Data provided below:
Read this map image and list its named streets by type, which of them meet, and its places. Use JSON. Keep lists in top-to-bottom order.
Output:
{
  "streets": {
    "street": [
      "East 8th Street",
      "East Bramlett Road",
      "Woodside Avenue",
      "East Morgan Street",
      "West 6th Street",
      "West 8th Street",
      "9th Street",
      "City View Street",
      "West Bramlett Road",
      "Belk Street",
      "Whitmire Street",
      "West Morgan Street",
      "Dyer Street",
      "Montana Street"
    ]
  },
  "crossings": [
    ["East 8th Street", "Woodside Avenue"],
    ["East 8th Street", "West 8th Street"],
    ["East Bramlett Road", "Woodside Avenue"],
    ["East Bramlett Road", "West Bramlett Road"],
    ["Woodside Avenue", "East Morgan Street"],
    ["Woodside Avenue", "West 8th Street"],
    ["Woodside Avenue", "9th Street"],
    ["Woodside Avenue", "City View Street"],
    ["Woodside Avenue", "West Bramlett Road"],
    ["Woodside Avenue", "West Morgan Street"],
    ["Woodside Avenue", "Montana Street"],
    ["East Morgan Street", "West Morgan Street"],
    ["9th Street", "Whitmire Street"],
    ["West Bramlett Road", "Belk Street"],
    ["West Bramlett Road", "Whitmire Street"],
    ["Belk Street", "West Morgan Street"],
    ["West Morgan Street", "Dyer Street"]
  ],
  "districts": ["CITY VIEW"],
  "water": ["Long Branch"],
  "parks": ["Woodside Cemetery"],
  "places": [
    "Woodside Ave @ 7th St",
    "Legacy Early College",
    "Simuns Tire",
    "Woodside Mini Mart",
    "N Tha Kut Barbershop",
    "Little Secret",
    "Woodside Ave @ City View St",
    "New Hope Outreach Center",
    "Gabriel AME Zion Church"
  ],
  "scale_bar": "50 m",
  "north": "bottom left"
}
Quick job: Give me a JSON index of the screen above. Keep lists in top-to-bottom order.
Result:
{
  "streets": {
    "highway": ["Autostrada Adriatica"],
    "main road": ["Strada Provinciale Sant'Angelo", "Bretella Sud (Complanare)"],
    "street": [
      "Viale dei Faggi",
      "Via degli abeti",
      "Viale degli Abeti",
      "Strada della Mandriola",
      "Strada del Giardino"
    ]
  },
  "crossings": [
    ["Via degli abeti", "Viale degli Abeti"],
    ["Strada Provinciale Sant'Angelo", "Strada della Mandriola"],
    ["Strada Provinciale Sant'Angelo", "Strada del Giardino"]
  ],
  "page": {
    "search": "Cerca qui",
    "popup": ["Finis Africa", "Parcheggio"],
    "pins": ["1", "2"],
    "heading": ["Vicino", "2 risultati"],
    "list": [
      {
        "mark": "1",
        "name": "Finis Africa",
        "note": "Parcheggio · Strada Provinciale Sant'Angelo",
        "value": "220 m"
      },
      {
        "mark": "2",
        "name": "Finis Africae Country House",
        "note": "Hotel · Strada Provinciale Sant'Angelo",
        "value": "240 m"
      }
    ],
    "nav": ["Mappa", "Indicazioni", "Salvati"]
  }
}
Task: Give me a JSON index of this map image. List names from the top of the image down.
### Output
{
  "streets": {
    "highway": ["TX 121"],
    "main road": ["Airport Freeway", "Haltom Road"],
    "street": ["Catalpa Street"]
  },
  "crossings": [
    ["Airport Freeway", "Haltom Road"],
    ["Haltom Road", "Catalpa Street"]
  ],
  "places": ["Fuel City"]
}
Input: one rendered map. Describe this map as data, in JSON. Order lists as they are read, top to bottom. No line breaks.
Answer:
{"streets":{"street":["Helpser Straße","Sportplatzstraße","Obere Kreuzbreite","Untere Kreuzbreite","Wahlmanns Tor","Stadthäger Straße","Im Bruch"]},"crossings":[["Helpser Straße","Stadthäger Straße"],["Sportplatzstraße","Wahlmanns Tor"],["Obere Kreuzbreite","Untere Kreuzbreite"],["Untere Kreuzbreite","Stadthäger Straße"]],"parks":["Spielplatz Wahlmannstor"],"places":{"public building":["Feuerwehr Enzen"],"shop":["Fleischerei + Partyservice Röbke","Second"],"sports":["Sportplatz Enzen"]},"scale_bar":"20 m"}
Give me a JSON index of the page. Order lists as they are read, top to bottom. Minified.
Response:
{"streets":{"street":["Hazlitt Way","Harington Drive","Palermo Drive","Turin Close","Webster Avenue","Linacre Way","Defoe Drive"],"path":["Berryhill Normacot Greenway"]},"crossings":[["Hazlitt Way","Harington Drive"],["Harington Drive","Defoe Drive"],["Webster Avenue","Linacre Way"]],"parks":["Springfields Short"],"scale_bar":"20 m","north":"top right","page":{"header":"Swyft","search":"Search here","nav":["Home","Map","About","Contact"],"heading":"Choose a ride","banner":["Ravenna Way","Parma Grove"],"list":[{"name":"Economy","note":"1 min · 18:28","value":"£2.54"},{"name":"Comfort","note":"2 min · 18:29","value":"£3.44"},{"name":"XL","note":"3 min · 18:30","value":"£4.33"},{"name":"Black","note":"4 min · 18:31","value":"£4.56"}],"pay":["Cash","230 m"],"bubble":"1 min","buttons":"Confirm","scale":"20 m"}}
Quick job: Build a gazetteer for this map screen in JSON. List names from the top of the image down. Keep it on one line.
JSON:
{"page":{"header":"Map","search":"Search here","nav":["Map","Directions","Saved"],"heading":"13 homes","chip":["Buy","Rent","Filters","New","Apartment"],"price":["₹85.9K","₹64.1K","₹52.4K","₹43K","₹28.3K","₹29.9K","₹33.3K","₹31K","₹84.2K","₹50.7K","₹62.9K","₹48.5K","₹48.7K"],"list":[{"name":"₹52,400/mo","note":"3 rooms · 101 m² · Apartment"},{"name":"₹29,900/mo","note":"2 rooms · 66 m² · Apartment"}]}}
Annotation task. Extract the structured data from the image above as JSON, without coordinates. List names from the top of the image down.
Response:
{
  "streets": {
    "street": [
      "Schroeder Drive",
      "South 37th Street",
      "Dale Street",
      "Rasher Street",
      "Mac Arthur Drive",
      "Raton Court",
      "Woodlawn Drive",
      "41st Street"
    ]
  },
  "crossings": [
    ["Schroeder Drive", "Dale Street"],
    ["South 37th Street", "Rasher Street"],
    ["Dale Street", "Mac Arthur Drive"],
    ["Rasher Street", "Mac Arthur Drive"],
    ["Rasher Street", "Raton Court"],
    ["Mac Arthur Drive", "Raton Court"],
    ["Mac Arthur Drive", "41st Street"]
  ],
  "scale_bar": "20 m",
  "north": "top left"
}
End of Data provided.
Description of the task: Filter the data for the string "Keep". Copy each matching line.

Final answer:
Read this map image and list its named streets by type, which of them meet, and its places. Use JSON. Keep lists in top-to-bottom order.
Quick job: Give me a JSON index of the screen above. Keep lists in top-to-bottom order.
Quick job: Build a gazetteer for this map screen in JSON. List names from the top of the image down. Keep it on one line.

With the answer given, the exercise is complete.